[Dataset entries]
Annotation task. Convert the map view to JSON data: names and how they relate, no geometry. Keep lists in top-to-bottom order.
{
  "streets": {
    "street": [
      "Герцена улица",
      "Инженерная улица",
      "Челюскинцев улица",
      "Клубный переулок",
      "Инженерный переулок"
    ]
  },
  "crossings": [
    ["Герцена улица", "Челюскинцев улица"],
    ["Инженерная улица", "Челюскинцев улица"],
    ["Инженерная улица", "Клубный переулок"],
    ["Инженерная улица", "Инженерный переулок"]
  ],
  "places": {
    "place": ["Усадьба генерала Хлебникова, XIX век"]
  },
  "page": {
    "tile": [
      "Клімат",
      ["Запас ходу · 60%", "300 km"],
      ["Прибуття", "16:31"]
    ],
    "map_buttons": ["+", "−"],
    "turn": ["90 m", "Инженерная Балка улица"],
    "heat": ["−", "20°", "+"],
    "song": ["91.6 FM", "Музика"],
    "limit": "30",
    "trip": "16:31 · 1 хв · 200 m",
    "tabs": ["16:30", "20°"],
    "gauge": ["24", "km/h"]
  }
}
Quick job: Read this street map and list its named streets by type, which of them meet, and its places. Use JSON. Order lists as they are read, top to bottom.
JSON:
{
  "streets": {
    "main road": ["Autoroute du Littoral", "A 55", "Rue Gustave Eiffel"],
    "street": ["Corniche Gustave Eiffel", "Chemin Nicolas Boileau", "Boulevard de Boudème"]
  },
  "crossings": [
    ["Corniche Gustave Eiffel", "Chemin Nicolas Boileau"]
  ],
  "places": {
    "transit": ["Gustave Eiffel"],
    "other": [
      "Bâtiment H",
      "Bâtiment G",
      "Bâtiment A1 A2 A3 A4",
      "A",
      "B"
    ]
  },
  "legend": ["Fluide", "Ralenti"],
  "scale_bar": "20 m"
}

--

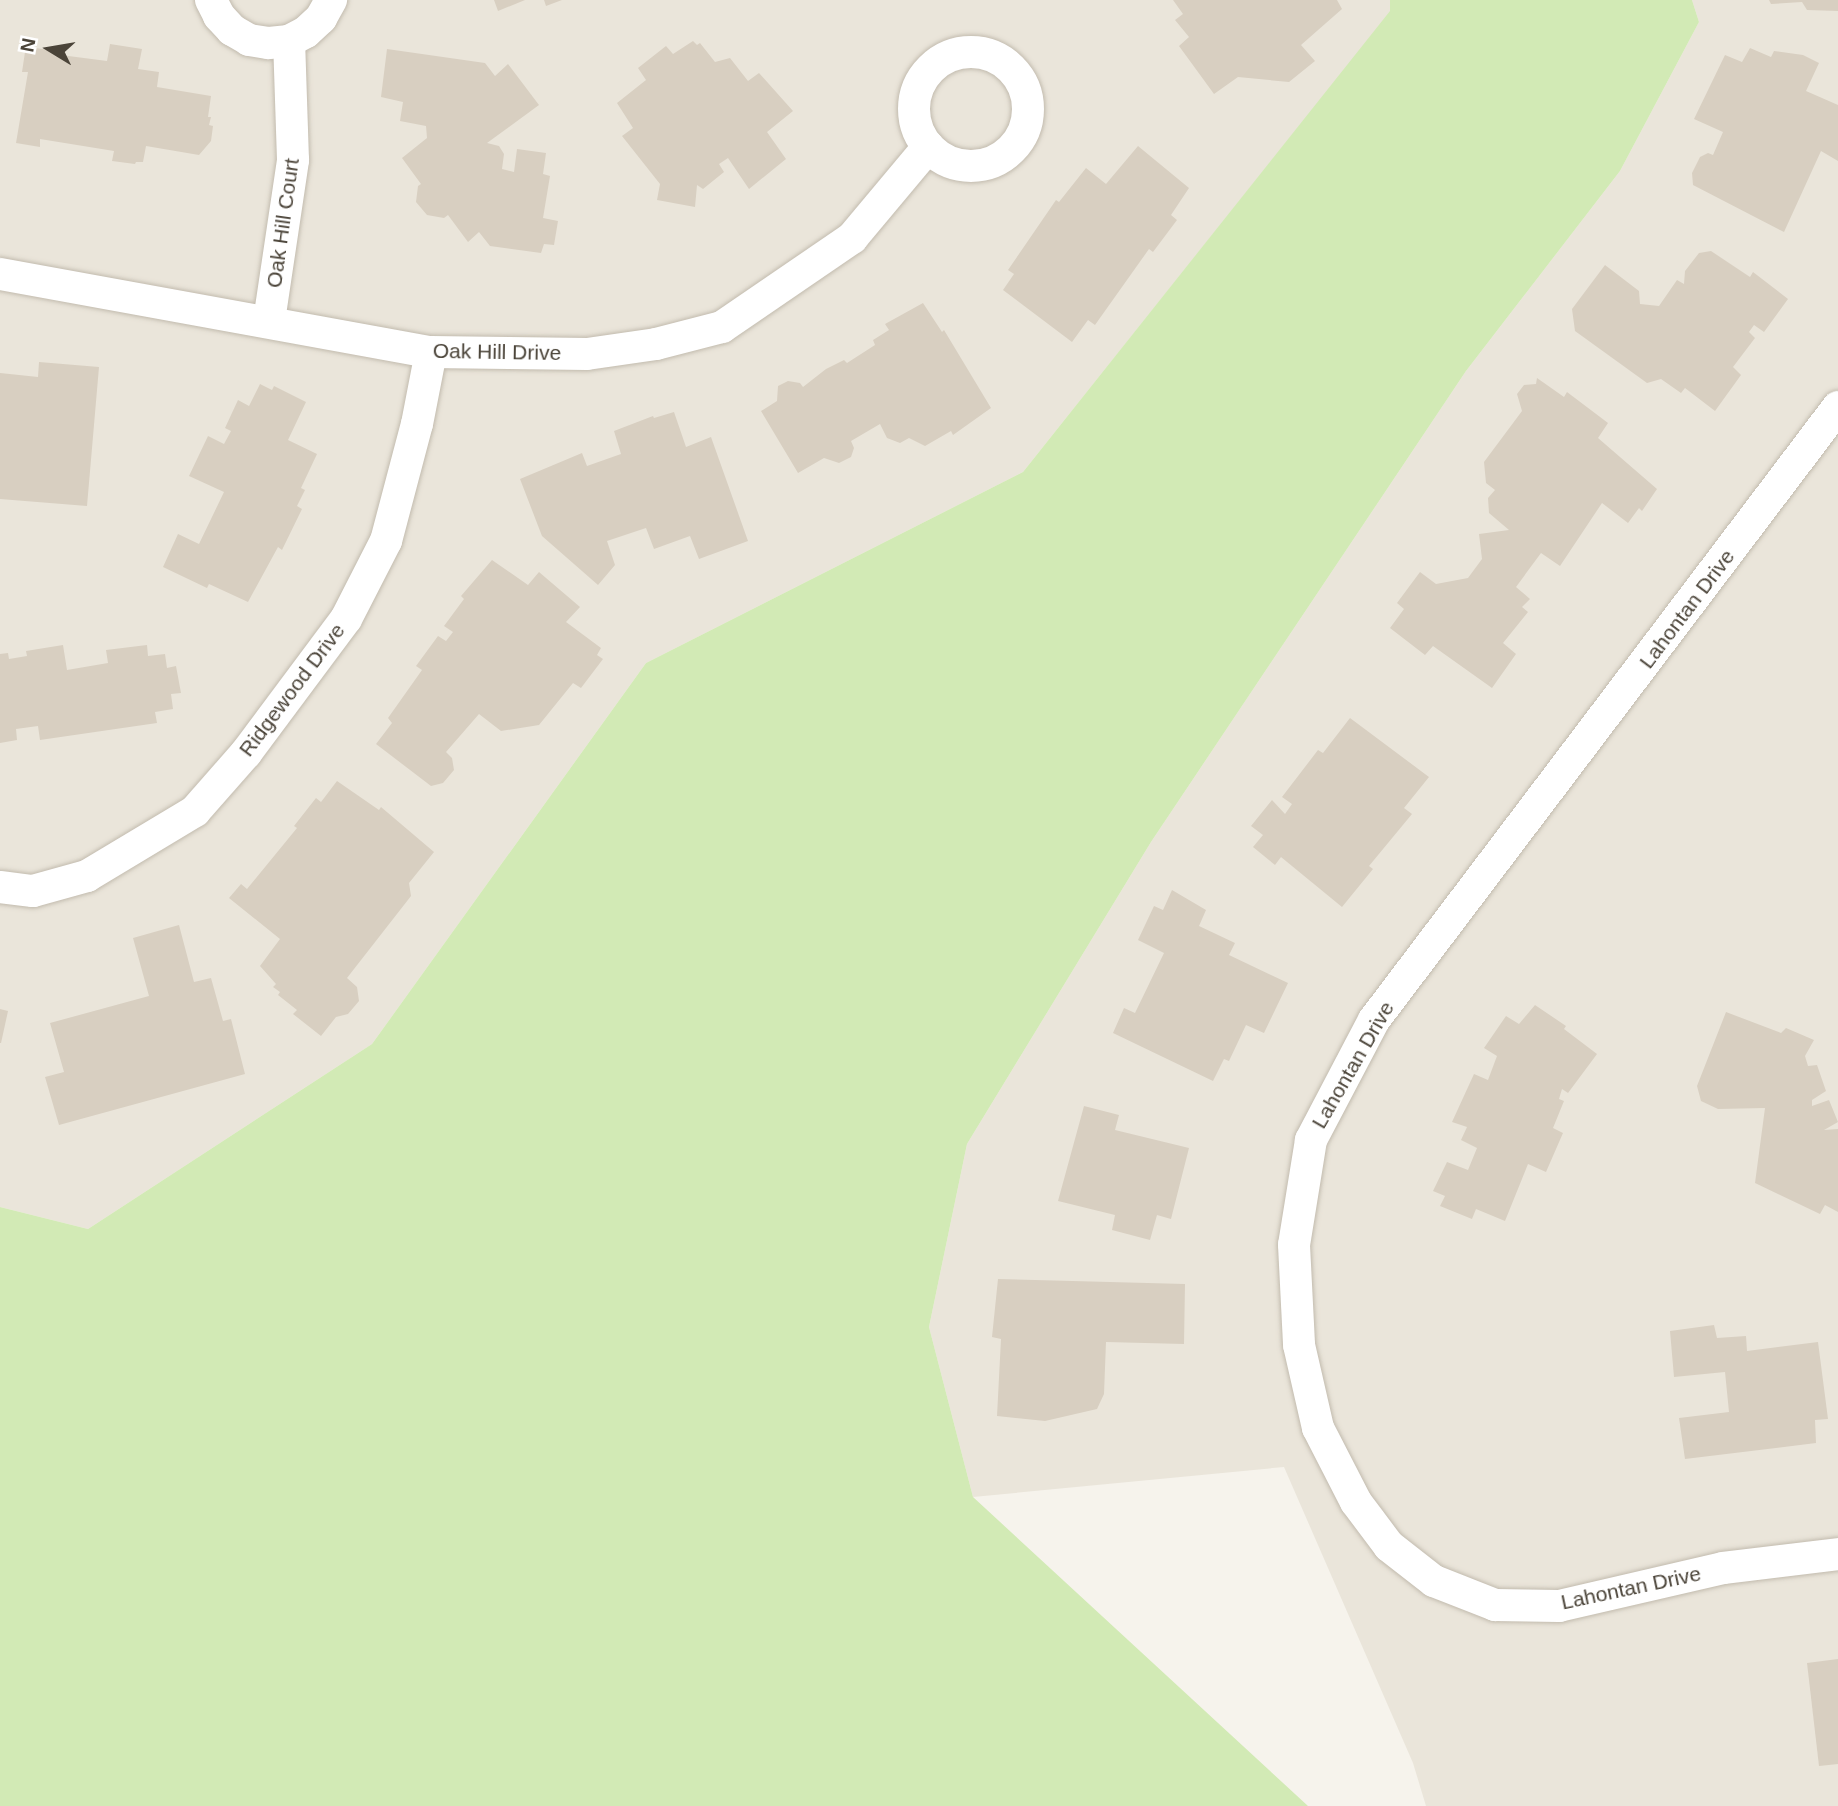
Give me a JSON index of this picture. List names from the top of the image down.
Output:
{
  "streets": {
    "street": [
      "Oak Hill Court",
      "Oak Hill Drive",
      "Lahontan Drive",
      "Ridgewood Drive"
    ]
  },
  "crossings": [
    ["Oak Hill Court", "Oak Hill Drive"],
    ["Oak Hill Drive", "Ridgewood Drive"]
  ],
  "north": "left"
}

* * *

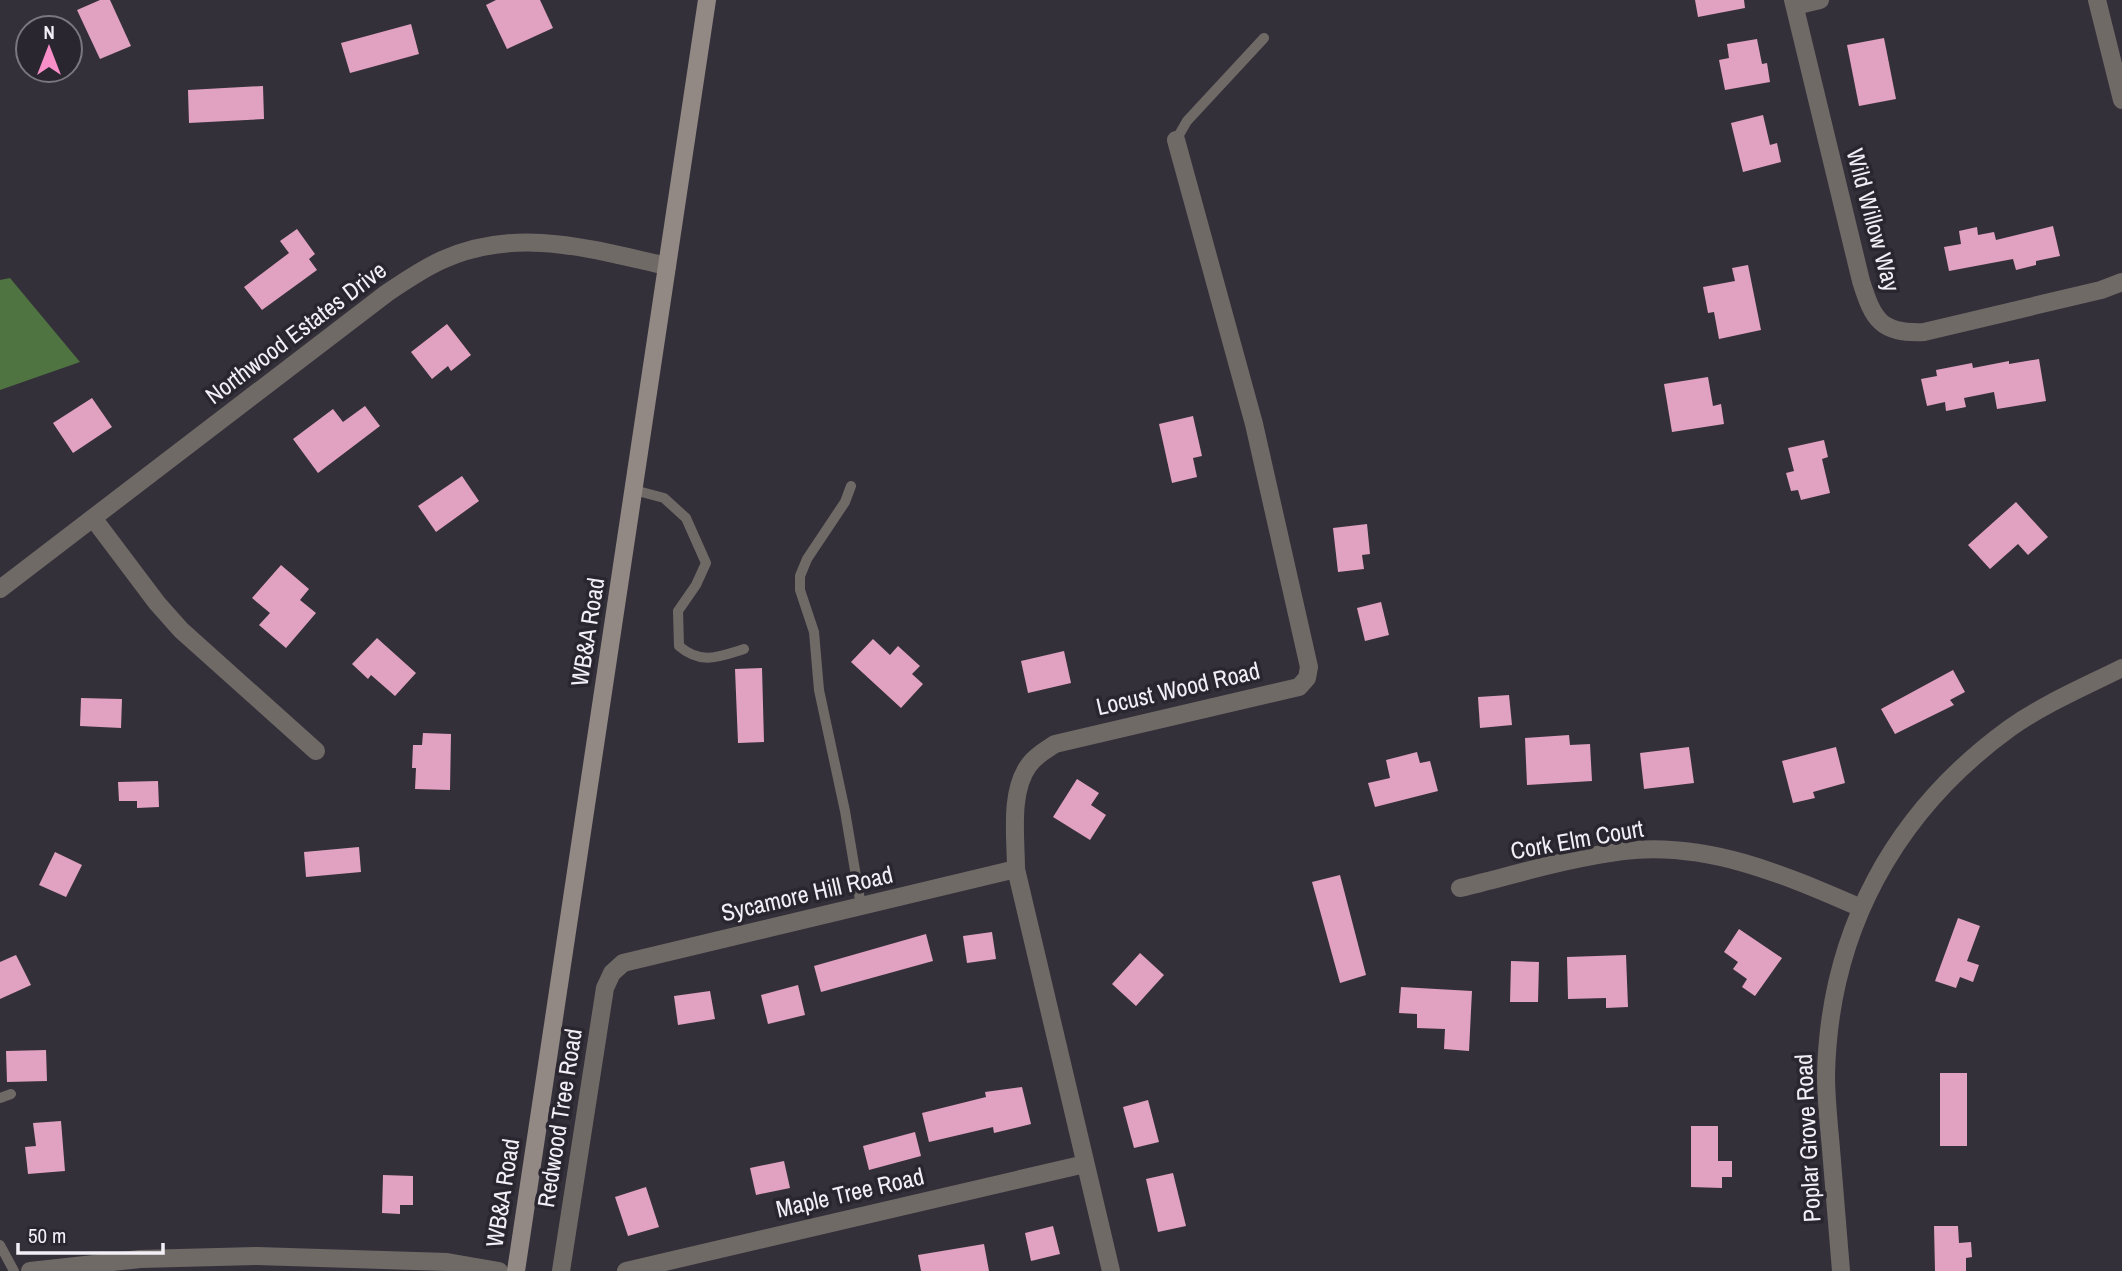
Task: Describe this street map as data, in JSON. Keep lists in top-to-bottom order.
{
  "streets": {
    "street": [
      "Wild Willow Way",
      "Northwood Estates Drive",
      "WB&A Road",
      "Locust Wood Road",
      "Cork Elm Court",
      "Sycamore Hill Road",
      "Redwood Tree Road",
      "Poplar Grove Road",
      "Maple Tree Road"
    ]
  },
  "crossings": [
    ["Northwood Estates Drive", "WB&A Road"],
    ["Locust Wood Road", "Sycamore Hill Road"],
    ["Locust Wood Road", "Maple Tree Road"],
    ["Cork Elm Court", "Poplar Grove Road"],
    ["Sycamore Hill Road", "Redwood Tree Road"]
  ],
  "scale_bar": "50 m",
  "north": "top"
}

Exercise directions
Please give an exact copy of the entries above, from the line with "Annotation task. Convert" down to the line with "Quick job: Read", inclusive, and nothing else.

Written answer
Annotation task. Convert the map view to JSON data: names and how they relate, no geometry. Keep lists in top-to-bottom order.
{
  "streets": {
    "street": [
      "Герцена улица",
      "Инженерная улица",
      "Челюскинцев улица",
      "Клубный переулок",
      "Инженерный переулок"
    ]
  },
  "crossings": [
    ["Герцена улица", "Челюскинцев улица"],
    ["Инженерная улица", "Челюскинцев улица"],
    ["Инженерная улица", "Клубный переулок"],
    ["Инженерная улица", "Инженерный переулок"]
  ],
  "places": {
    "place": ["Усадьба генерала Хлебникова, XIX век"]
  },
  "page": {
    "tile": [
      "Клімат",
      ["Запас ходу · 60%", "300 km"],
      ["Прибуття", "16:31"]
    ],
    "map_buttons": ["+", "−"],
    "turn": ["90 m", "Инженерная Балка улица"],
    "heat": ["−", "20°", "+"],
    "song": ["91.6 FM", "Музика"],
    "limit": "30",
    "trip": "16:31 · 1 хв · 200 m",
    "tabs": ["16:30", "20°"],
    "gauge": ["24", "km/h"]
  }
}
Quick job: Read this street map and list its named streets by type, which of them meet, and its places. Use JSON. Order lists as they are read, top to bottom.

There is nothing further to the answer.